If you follow my title link, you will get to ACORN, www.acorn.org, the parent organization.

That's fair. But then you should probably change your headline to not say, "ACORN Housing." Further... you never linked to the NY Times article, so there was nothing to look at to determine who was actually helping Harris. After looking at the article, it clearly states that ACORN Housing was who helped her, not ACORN.

Further... the announcement that you point to says nothing about Brenda Harris. It simply says that ACORN and Countrywide have reached an agreement. The agreement with COuntrywide is about raising industry standards, not about helping Harris get a new mortgage.

The two articles are pretty clear. ACORN reached a deal with Countrywide to raise industry standards. ACORN Housing assisted Ms. Harris in keeping her home.

Further... I know for a fact that ACORN will assist a wide range of people with their mortgage/housing issues. They also continually help low and middle class income individuals and families into homes through facilitating affordable mortgages.

And you like to claim that ACORN isn't doing anything about utilities. You did it on Craig's blog today, even after I pointed out a clear example of them doing exactly what you claim they don't.

Further... ACORN Housing's focus is on home ownership, and they assist people with matters related to that.

There, you see that Ms. Harris is being assisted in keeping to help middle-class homeowners keep their houses, so she is NOT an "isolated case".

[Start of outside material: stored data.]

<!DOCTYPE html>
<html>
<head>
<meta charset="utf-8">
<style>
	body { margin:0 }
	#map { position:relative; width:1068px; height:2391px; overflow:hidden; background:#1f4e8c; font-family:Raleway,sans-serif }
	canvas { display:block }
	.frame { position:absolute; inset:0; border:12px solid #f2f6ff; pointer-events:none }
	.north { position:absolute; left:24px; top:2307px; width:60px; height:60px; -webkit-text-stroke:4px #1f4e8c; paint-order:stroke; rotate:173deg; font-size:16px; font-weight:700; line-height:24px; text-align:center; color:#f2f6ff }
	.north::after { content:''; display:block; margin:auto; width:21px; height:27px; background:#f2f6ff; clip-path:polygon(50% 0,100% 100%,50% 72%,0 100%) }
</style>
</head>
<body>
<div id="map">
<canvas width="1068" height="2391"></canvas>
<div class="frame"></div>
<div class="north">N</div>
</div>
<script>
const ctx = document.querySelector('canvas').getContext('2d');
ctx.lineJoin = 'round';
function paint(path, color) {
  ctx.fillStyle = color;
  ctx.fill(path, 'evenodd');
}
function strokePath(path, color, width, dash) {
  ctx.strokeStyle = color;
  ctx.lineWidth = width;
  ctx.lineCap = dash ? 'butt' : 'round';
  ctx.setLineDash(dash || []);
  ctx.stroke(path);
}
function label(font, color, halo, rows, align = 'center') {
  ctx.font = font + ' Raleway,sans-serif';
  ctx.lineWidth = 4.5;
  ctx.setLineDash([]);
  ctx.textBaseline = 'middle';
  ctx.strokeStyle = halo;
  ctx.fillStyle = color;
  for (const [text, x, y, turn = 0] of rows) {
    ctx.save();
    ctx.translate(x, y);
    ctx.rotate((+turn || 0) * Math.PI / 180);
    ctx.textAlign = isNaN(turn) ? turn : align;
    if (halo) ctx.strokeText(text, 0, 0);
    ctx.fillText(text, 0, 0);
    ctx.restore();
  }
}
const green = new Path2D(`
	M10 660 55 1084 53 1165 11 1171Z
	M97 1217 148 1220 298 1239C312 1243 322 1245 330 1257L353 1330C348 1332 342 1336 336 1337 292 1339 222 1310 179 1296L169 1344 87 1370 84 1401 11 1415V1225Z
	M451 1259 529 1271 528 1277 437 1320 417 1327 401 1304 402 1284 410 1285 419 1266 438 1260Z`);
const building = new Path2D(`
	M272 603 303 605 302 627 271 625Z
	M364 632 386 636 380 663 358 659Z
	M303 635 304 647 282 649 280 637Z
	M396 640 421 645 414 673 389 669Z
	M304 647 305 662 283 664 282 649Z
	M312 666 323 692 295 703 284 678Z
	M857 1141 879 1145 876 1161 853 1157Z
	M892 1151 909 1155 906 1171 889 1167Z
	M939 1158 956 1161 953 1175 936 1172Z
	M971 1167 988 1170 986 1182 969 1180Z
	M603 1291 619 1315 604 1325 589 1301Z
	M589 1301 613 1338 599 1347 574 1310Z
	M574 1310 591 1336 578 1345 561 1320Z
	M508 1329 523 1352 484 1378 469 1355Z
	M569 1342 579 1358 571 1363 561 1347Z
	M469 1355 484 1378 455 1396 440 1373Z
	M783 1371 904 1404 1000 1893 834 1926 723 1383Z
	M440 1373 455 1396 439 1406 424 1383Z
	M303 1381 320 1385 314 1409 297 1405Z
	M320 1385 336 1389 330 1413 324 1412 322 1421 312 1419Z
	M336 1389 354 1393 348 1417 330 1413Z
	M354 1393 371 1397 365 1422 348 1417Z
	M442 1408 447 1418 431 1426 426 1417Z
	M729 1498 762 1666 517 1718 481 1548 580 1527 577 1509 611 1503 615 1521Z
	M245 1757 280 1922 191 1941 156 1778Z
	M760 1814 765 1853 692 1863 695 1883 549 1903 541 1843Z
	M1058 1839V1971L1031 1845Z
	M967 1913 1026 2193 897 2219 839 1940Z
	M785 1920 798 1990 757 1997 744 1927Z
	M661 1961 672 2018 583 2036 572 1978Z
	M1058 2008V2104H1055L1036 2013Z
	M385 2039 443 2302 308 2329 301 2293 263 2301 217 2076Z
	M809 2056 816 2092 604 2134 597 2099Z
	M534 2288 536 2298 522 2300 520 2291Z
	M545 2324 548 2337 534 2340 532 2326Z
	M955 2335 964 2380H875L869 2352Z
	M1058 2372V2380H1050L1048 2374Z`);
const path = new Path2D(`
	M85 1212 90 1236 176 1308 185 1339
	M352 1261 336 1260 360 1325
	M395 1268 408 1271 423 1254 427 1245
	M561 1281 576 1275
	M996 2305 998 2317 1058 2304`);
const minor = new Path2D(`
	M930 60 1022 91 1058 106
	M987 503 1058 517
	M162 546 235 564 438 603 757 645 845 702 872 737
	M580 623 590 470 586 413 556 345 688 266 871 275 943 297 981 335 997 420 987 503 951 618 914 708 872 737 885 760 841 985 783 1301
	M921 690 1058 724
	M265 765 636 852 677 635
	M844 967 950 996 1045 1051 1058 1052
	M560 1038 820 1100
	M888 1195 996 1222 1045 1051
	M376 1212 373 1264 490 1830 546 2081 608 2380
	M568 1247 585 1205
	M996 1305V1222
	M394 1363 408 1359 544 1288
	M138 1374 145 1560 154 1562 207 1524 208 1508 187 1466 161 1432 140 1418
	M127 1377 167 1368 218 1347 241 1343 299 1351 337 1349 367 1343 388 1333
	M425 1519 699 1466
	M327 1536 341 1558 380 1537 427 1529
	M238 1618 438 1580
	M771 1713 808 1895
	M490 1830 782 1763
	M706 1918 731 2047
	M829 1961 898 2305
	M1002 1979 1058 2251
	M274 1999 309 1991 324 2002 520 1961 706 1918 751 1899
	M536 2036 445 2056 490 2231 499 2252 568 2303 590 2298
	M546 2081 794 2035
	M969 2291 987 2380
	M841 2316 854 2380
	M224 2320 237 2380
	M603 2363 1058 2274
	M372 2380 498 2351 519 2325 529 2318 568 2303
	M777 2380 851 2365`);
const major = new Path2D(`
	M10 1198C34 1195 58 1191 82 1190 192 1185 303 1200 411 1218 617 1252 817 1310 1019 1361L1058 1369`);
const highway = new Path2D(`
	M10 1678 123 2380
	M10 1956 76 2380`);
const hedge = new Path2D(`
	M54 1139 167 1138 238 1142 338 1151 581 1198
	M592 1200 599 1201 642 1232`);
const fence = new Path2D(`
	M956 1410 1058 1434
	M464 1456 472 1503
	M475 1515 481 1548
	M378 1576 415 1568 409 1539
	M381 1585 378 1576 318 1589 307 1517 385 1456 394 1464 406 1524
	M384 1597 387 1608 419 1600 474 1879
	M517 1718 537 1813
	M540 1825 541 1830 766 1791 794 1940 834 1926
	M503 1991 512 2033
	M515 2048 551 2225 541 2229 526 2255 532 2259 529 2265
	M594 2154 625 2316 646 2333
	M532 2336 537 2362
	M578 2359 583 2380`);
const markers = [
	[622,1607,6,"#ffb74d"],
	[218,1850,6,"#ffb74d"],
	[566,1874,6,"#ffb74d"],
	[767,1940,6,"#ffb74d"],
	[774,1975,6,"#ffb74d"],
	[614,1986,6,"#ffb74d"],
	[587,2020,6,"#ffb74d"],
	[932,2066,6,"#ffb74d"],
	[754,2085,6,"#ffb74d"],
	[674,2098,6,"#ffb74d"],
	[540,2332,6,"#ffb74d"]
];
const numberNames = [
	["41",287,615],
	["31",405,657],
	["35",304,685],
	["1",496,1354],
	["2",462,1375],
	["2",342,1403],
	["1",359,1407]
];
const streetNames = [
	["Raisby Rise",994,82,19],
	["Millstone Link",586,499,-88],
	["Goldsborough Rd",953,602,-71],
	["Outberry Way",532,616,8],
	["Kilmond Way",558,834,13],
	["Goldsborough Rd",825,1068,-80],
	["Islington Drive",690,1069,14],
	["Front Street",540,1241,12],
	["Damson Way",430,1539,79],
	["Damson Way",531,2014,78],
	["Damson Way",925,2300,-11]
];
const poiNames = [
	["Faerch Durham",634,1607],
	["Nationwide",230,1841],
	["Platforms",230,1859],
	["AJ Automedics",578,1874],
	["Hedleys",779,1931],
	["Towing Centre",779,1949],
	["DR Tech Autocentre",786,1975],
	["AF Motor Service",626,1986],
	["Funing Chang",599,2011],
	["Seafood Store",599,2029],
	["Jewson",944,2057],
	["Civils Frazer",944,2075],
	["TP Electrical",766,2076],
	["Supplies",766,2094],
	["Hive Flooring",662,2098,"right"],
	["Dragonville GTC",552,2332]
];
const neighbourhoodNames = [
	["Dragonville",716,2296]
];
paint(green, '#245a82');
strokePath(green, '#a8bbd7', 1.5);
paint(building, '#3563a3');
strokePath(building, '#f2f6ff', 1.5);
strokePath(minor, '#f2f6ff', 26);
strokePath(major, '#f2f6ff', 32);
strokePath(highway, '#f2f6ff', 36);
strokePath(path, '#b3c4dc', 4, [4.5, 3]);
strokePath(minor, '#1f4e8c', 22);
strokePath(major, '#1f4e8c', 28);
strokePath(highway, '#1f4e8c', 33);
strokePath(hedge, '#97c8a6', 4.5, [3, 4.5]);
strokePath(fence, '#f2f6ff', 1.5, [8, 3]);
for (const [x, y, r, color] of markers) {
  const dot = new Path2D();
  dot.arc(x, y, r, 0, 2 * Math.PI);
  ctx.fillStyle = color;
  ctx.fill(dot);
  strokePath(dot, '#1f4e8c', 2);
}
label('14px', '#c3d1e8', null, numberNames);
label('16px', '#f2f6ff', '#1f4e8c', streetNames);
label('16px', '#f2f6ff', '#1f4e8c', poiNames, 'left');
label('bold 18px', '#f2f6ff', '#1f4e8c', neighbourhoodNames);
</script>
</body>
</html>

I don't even know what this sentence means. But with that said, you are pointing to one middle class income case and using it to assert that ACORN doesn't help poor people. That would fail Logic 101. First of all, ACORN Housing fully admits to assisting BOTH low and middle class income individuals and families. So it is perfectly inline with their mission and values. Second, assisting a middle-class individual does not equate with not assisting lower-class individuals. But you probably already know that.